Toda esa parte del proceso había salido impecable, a los ojos de O´Donojú e Iturbide. Pero a las autoridades españolas que seguían resistiendo el embate de la trigarancia, la actitud de O´Donojú les pareció una traición, y desconocieron su autoridad. Se movilizaron y ocuparon varias plazas: la ciudad de México, el fuerte de San Diego, en Acapulco, y dos fortalezas: San Carlos de Perote y San Juan de Ulúa, ambas en Veracruz.

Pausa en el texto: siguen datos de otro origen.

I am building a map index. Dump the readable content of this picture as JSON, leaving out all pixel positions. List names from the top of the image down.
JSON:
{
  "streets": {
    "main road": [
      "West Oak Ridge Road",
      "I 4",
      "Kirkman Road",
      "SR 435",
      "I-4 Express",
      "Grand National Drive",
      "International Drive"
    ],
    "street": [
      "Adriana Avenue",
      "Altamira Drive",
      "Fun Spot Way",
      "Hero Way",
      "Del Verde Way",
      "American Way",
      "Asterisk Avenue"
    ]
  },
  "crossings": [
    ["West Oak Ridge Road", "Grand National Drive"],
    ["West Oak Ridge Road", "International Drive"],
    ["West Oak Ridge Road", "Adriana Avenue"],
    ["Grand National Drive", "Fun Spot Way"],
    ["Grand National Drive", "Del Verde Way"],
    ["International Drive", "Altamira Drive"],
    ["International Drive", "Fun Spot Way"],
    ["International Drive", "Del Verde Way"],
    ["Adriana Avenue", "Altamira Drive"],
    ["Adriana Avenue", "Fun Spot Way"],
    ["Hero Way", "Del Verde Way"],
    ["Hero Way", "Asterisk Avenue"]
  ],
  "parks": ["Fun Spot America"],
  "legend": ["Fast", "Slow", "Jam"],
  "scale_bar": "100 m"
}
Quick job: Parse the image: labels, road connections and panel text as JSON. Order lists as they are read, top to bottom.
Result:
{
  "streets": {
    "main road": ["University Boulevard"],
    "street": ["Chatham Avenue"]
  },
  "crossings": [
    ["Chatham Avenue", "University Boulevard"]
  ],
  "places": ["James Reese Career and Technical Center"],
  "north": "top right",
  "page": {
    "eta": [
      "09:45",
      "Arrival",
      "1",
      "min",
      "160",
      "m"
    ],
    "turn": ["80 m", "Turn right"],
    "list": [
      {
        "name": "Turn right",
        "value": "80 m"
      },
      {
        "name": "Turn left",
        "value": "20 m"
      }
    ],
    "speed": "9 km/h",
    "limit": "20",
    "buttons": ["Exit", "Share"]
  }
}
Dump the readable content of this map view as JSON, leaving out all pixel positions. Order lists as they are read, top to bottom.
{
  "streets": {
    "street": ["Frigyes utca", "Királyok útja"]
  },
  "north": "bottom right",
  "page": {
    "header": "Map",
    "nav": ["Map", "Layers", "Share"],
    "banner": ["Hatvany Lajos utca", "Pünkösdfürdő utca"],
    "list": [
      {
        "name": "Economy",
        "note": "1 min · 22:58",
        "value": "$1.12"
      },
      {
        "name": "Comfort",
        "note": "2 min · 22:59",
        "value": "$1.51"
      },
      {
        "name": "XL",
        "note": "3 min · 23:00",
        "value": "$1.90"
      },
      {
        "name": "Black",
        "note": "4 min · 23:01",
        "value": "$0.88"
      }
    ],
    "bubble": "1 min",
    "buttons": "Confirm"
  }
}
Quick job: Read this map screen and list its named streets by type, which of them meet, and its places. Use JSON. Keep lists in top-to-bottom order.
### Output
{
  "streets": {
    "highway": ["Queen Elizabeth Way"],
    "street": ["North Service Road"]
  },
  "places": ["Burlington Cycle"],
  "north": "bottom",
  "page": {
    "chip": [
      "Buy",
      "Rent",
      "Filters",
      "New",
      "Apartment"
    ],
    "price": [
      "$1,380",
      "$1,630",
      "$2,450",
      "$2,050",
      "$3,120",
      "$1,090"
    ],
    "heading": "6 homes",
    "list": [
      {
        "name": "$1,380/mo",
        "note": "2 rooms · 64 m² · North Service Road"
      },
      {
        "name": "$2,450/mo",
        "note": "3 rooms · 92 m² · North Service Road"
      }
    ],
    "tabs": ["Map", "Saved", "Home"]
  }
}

Poco a poco, los españoles irían perdiendo las posiciones. La última en caer sería San Juan de Ulúa.
LA RESISTENCIA FINAL
En la ciudad de México, las cosas eran complicadas. En julio anterior, el virrey Juan Ruiz de Apodaca había sido destituido por un grupo de militares españoles de alto rango, que habían colocado como autoridad política interina al mariscal de campo Francisco Novella, que nunca tuvo el cargo de manera oficial.
No bien se enteró de los sucesos de Córdoba, Novella se negó a reconocer los Tratados firmados por O´Donojú, y mucho menos a reconocer la independencia como un hecho consumado. En respuesta, el ejército Trigarante sitió la capital. Vicente Guerrero y Nicolás Bravo comandaban las tropas que cercaron la ciudad.
Acorralado, Novella empezó a mirar las cosas de otra forma. Objetivamente, ya no tenía posibilidades de resistir y mucho menos de recuperar el orden virreinal. O´Donojú aprovechó la oportunidad: echó en cara a Novella el hecho de que había llegado al poder mediante un golpe de Estado, y le exigió reconocer su autoridad.
Los tres hombres se reunieron, el 13 de septiembre en la hacienda de La Patera, cercana a la Villa de Guadalupe. Ahí conferenciaron y se determinó la suspensión de hostilidades y combates. La última batalla de la guerra de independencia se había librado, poco antes, en Azcapotzalco. Dos días después, Novella, derrotado y sin margen de maniobra, reconoció a O´Donojú como máxima autoridad de la Nueva España, y se vio en la obligación de acatar los acuerdos firmados en Córdoba por el nuevo capitán general del reino, asumiendo la independencia de México.
Se extendió la última orden: la retirada española de las plazas que todavía mantenían. Siguiendo las instrucciones de O´Donojú, esas tropas se concentraron, de manera pacífica, en el puerto de Veracruz.
Iturbide y O´Donoju terminaron de ponerse de acuerdo: el español sabía que no había vuelta atrás para él, y que, si apreciaba lo que le restaba de vida, jamás volvería a España. Y con razón: no bien se enteró Fernando VII de la negociación de Córdoba, montó en cólera; las Cortes españolas declararon traidor y fuera de la ley a Juan e O´Donojú, quien, por otro lado, no se preocupó demasiado por esa parte de la vida. Había pactado con Iturbide los últimos detalles de la proclamación de Independencia. Él se adelantaría a la ciudad de México, y ahí recibiría la entrada triunfal del Ejército Trigarante. Después, Dios diría.
Los únicos tercos, empecinados en resistir, eran los pocos españoles atrincherados en el fuerte de San Juan de Ulúa. Ahí se quedaron, según ellos resistiendo, hasta 1825. Pero eso es otra historia.